The $q$-Racah polynomials from scalar products of Bethe states
Pascal Baseilhac, Rodrigo A. Pimenta
TL;DR
This work addresses representing the $q$-Racah polynomials within an integrable-model framework by expressing them as ratios of scalar products of Bethe states associated with homogeneous or inhomogeneous Bethe equations. The authors leverage the Askey-Wilson algebra and Leonard-pair structure to connect eigenbases via a transition matrix, and realize these bases through the modified algebraic Bethe ansatz applied to a reflection algebra. They show that Bethe states corresponding to homogeneous or inhomogeneous Bethe equations provide two complementary realizations of the Leonard-pair eigenbases, yielding multiple equivalent presentations of the polynomials.
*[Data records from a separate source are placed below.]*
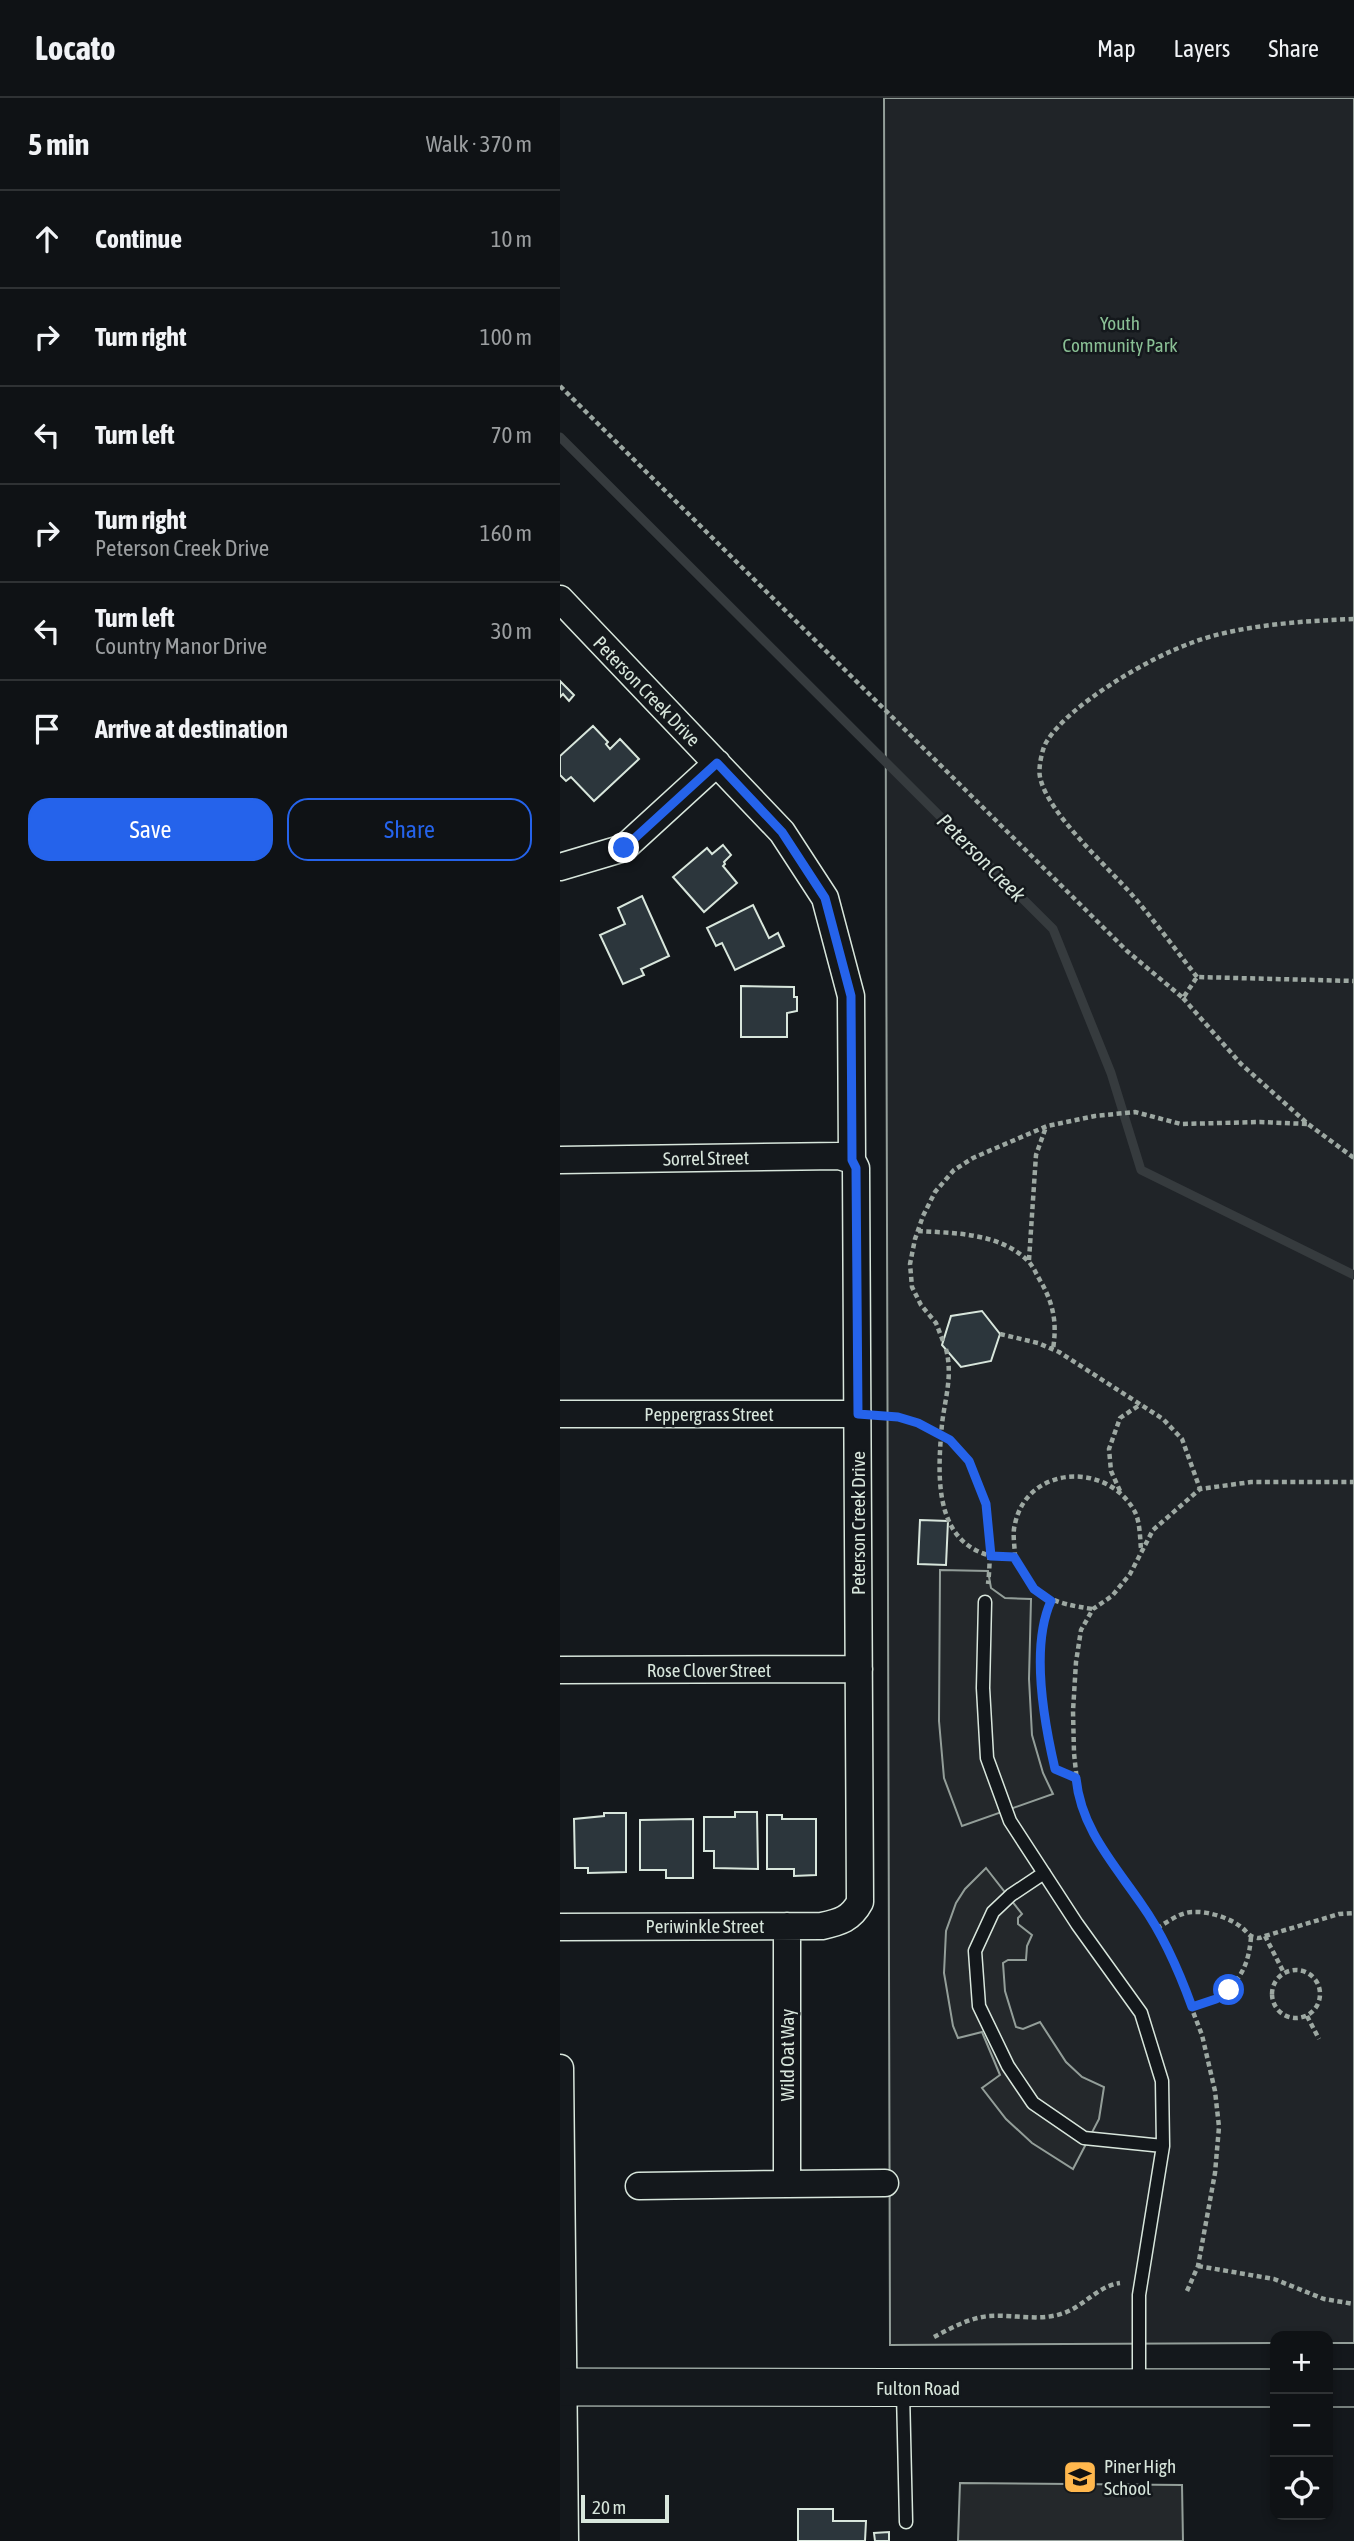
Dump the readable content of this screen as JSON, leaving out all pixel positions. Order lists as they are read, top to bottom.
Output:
{
  "streets": {
    "main road": ["Fulton Road"],
    "street": [
      "Peterson Creek Drive",
      "Sorrel Street",
      "Peppergrass Street",
      "Rose Clover Street",
      "Periwinkle Street",
      "Wild Oat Way"
    ]
  },
  "crossings": [
    ["Peterson Creek Drive", "Sorrel Street"],
    ["Peterson Creek Drive", "Peppergrass Street"],
    ["Peterson Creek Drive", "Rose Clover Street"],
    ["Peterson Creek Drive", "Periwinkle Street"],
    ["Periwinkle Street", "Wild Oat Way"]
  ],
  "water": ["Peterson Creek"],
  "parks": ["Youth Community Park"],
  "places": {
    "school or university": ["Piner High School"]
  },
  "scale_bar": "20 m",
  "page": {
    "header": "Locato",
    "nav": ["Map", "Layers", "Share"],
    "heading": ["5 min", "Walk · 370 m"],
    "list": [
      ["Continue", "10 m"],
      ["Turn right", "100 m"],
      ["Turn left", "70 m"],
      ["Turn right", "Peterson Creek Drive", "160 m"],
      ["Turn left", "Country Manor Drive", "30 m"],
      "Arrive at destination"
    ],
    "buttons": ["Save", "Share"],
    "map_buttons": ["+", "−"],
    "scale": "20 m"
  }
}
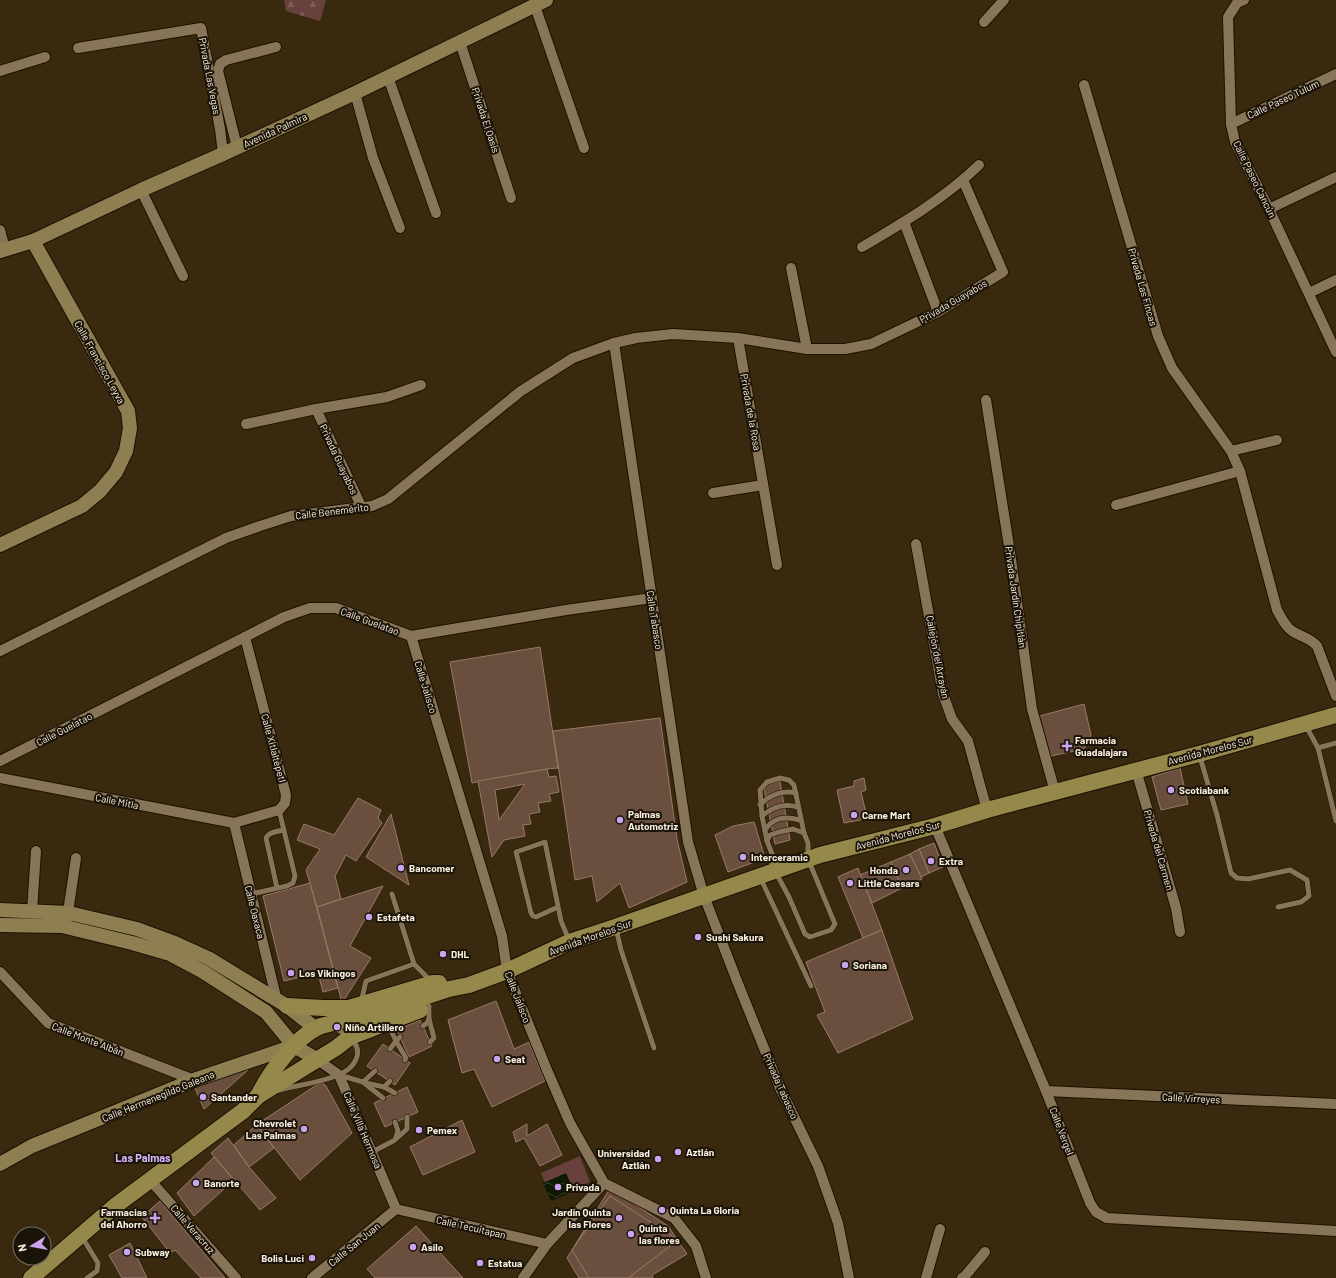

Consequently, the $q$-Racah polynomials arise as ratios of scalar products, highlighting a bridge between the discrete Askey-scheme and integrable systems with $q$-deformed symmetry.
Abstract
The $q$-Racah polynomials are expressed in terms of certain ratios of scalar products of Bethe states associated with Bethe equations of either homogeneous or inhomogeneous type. This result is obtained by combining the theory of Leonard pairs and the modified algebraic Bethe ansatz.